I’ve been using gimbal heads in my photography for as long as I can remember. Gimbal heads are simple devices that support long, heavy, lenses. They help photographers move big lenses around while tracking fast moving objects in the distance.
Their primary feature is the ability to balance the camera and lens within the tripod head and use tension controls to simulate a “weightlessness.” The camera can be moved freely but stays in place when not being moved. The gimbal allows for easy tracking along the vertical and horizontal axis, but generally, does not offer the ability to make precise angular movements along either. A gimbal head excels at tracking a fast-moving subject, (like a bird) and allowing large, cumbersome camera setups to be used with more agility than nearly any other support system.
Since I switched to Olympus, I rarely need a gimbal head because the OMD EM1 MK II is so light, I can shoot handheld. That said, sometimes using a gimbal allows me to rest my arms and when photographing birds moving along a predictable flight path. The use of a gimbal head makes each shot just a tad steadier and probably gives me an extra hour of shooting because my arms don’t get tired.
Great, useful and pricey
Now here’s the problem with gimbal heads. The name-brand heads out there are very expensive. They often cost as much or more than a good tripod. That’s why I got very excited when I found out about the Oben GH-30 Gimbal Head. It costs $249.95 which is less than half the price of its competition.
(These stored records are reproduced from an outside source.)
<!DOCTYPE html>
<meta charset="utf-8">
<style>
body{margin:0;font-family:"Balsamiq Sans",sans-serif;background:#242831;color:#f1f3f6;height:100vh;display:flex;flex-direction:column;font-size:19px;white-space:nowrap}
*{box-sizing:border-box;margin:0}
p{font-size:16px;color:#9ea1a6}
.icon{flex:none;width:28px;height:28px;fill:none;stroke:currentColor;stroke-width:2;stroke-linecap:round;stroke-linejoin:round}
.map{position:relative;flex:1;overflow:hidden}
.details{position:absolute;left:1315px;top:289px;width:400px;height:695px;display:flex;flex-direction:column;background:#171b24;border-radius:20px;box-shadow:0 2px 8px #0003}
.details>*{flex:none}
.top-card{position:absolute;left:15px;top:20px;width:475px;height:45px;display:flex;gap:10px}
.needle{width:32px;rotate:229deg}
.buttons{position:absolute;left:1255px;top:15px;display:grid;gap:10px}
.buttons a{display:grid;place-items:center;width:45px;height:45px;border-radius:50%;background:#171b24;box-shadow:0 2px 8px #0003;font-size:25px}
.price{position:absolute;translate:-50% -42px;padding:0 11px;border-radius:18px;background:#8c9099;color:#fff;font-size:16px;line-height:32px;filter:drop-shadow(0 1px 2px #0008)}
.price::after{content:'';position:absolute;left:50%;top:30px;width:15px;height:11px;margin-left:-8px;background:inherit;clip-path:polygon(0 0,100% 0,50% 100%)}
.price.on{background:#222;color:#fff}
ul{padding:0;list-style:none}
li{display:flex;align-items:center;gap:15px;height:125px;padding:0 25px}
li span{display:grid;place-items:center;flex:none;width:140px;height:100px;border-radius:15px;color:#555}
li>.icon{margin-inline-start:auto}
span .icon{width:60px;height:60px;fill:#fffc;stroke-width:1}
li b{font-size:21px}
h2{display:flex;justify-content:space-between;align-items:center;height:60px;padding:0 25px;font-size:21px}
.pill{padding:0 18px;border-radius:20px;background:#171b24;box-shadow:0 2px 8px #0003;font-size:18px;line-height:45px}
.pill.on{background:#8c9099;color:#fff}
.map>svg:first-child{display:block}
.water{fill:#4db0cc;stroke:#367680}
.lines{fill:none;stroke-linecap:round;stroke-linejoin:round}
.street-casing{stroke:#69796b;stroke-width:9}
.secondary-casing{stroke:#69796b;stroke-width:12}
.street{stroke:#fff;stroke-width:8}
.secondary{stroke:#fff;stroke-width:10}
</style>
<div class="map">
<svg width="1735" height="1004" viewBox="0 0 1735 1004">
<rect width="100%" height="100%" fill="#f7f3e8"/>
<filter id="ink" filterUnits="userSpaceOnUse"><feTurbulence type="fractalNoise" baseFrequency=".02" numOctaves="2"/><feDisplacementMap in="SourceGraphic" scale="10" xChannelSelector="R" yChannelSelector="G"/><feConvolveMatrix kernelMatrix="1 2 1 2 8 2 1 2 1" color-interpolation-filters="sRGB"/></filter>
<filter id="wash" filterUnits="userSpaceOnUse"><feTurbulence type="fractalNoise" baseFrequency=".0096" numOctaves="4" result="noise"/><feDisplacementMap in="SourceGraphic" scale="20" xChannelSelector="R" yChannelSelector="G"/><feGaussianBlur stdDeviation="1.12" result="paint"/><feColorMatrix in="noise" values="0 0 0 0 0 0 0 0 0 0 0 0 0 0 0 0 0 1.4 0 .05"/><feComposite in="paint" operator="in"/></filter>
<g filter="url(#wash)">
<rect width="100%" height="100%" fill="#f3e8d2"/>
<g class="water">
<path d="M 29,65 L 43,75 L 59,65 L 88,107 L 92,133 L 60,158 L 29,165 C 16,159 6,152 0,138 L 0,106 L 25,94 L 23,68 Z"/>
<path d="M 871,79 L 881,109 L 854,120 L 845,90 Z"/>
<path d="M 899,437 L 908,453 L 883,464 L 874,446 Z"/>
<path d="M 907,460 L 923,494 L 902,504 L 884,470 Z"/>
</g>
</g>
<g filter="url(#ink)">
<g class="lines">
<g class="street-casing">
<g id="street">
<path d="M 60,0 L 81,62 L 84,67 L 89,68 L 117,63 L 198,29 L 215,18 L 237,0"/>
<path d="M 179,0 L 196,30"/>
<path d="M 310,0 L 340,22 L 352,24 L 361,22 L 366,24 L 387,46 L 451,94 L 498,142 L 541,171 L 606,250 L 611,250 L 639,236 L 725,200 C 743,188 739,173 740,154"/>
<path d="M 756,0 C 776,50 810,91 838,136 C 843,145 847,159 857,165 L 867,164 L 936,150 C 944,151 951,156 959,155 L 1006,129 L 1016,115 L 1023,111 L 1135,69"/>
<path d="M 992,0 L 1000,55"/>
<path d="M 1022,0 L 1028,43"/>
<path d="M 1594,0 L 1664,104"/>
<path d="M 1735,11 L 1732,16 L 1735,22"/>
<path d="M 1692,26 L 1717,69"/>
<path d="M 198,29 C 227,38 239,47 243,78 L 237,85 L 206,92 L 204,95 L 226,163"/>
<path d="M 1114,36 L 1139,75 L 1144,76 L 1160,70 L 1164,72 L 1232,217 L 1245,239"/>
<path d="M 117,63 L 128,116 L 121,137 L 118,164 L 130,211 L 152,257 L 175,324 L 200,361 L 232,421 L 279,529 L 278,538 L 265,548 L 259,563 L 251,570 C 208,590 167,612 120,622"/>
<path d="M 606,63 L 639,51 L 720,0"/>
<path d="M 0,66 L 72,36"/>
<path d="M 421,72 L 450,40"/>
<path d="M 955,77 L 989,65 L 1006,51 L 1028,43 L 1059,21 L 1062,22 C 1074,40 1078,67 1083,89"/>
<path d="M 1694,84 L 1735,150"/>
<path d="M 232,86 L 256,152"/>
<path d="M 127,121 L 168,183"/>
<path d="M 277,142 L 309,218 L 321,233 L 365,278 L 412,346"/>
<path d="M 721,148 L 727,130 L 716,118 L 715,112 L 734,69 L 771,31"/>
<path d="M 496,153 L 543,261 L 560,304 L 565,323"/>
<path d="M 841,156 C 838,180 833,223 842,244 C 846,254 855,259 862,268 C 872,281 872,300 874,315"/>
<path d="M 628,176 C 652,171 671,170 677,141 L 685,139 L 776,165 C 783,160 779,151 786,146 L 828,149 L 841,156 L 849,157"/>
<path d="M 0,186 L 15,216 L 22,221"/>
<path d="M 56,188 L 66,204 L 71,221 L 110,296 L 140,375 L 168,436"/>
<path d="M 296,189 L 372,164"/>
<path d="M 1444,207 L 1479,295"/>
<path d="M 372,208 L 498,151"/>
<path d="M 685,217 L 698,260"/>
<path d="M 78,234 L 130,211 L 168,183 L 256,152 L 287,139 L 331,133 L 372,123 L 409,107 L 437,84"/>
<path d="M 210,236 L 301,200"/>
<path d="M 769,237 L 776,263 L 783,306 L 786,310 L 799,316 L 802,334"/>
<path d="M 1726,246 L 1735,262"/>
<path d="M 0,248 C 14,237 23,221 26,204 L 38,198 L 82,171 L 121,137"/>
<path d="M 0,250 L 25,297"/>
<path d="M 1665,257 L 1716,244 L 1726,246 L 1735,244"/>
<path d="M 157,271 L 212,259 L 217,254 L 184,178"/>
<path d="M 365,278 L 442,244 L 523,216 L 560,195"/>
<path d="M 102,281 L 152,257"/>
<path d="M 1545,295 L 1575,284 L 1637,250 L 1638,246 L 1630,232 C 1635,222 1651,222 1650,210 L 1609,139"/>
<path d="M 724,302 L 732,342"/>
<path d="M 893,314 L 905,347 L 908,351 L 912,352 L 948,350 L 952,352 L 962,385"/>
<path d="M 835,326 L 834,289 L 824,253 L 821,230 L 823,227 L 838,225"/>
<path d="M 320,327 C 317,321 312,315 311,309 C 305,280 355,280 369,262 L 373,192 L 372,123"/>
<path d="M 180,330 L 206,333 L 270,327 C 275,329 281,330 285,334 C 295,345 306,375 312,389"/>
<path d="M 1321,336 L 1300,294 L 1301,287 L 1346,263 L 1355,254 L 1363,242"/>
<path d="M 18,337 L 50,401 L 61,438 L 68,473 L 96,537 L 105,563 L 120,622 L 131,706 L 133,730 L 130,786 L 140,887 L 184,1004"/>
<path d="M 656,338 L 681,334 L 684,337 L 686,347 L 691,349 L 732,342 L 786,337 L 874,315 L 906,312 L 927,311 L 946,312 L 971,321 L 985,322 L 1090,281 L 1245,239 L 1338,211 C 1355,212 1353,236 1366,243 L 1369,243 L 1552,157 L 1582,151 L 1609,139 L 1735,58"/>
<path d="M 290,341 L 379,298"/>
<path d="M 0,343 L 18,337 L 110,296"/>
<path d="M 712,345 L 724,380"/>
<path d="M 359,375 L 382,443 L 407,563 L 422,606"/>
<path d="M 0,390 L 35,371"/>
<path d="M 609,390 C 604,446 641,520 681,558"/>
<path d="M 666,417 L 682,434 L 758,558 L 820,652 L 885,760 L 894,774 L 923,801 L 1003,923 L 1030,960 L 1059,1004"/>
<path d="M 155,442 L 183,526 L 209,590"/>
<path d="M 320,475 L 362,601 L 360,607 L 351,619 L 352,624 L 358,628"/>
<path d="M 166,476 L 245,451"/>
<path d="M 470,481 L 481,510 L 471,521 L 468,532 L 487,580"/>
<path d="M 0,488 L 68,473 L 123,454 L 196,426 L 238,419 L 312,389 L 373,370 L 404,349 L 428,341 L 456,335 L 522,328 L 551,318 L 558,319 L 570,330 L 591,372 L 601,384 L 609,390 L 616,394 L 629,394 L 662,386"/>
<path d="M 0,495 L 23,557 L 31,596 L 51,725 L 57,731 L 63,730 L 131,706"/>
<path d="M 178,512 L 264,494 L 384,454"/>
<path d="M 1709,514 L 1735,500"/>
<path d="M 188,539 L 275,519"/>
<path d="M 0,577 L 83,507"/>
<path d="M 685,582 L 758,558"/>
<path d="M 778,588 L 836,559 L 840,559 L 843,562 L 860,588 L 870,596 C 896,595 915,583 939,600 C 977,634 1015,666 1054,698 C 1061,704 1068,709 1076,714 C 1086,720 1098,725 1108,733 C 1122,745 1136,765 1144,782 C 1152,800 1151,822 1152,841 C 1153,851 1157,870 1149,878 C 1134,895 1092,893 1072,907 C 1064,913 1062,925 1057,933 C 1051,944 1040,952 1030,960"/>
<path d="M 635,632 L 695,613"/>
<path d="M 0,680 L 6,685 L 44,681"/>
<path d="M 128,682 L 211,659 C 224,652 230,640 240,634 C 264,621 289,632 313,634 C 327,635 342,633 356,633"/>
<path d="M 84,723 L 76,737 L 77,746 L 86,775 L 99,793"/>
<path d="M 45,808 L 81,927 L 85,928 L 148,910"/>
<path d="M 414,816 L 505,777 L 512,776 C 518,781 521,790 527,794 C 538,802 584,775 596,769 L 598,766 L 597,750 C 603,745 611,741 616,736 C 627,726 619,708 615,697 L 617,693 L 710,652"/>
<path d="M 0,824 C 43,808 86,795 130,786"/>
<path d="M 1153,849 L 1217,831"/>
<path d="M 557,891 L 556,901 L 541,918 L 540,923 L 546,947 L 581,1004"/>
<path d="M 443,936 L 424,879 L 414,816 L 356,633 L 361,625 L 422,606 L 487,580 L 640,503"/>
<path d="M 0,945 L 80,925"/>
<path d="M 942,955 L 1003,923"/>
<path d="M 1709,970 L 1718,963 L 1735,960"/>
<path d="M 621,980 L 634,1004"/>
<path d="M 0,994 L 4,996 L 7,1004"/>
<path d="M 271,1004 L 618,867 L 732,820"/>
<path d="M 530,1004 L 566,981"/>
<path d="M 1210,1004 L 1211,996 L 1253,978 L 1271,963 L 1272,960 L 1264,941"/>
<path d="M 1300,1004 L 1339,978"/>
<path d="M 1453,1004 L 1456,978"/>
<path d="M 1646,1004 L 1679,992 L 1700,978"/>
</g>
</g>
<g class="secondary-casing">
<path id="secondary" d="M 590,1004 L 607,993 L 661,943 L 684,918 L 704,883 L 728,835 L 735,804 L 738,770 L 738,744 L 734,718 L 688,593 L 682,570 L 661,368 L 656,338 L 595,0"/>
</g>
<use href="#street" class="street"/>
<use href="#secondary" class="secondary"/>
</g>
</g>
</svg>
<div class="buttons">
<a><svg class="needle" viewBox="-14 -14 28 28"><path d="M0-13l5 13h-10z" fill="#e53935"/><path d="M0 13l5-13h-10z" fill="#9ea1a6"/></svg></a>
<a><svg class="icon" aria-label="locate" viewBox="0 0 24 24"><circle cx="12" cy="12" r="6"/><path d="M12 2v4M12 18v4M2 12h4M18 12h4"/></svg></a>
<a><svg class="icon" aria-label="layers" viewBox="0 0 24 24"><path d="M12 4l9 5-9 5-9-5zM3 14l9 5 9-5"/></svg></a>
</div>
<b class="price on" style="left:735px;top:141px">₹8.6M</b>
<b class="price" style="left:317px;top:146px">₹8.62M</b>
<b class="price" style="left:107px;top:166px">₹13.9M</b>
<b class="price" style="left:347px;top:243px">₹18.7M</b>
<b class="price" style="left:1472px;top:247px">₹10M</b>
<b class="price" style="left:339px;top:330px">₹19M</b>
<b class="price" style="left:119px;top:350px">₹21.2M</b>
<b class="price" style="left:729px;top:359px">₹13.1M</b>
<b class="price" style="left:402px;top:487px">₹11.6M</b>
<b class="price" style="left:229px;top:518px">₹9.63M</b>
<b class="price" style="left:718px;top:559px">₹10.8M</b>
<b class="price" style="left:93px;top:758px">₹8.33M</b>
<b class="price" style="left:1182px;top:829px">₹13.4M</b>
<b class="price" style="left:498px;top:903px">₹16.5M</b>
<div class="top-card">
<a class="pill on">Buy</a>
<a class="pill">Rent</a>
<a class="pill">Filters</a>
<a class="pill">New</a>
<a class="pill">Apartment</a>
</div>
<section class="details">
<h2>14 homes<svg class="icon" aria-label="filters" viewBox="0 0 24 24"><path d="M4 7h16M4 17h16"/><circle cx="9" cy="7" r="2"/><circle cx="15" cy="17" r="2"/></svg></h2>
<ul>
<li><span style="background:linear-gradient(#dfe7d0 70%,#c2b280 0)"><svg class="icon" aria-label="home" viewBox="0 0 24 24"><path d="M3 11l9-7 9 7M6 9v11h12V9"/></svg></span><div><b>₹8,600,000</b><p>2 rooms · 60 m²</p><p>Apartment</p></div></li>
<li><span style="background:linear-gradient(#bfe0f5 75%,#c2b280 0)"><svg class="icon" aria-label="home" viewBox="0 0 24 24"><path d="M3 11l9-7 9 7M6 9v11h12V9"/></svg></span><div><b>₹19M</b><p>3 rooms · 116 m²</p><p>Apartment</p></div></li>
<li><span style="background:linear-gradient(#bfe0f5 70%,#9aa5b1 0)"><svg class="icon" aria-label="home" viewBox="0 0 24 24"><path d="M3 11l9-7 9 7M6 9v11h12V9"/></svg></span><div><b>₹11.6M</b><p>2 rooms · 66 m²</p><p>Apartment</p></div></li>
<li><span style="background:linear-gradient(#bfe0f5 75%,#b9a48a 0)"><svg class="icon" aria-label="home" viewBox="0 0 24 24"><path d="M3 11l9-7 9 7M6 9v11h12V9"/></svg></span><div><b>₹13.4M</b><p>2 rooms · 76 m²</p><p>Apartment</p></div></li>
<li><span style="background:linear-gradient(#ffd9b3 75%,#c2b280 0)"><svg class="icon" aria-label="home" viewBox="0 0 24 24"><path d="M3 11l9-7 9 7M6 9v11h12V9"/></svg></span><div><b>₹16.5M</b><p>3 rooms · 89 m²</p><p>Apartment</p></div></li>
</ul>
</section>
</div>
Looking at these specs, I’m struck by the fact that they are competitive with anything out there in the same size and price range with one exception – this unit probably cannot handle a full-frame, 600mm lens on a FF body.
Load Capacity: 44 lb
Weight: 3.2 lb
360° Pan with Independent Lock
Ideal for Sports or Wildlife Photography
Balance and Maneuver Large Tele Lenses
3/8″-16 Tripod Mounting Socket
Plate with Two 1/4″-20 Mounts & Bushings
Numbered Scales for Easy Repeated Set Up
Using the Oben GH-30
This unit is strong enough to handle any big camera/lens combo that you throw at it. The sturdiness comes from the fact that it’s constructed of aluminum. Yes, it would have been much lighter if it had been made of carbon fiber, then the price would have doubled while realizing a weight saving of only 30%.
The head transitions across the panning range very smoothly. It’s fluid and easy to balance and maneuver. This head gives total, stable, control over both horizontal and vertical lens movements. Regardless of material, (aluminum or carbon fiber) this is the most important aspect of a gimbal after strength. The fit and finish are solid and everything looks like it was put there for a purpose. There isn’t anything that I’d want from a gimbal that the GH-30 doesn’t offer.
I am very impressed with the GH-30. It’s probably the finest piece of gear in the Oben line that I have ever tested. It’s well-engineered, reasonably light-weight (given the price point) and less than half the cost of the usual choices. It’s as sturdy as can be and I guarantee you that if you buy it, you won’t be dissatisfied. You can pay more, but you won’t get much for the difference. Highly recommended.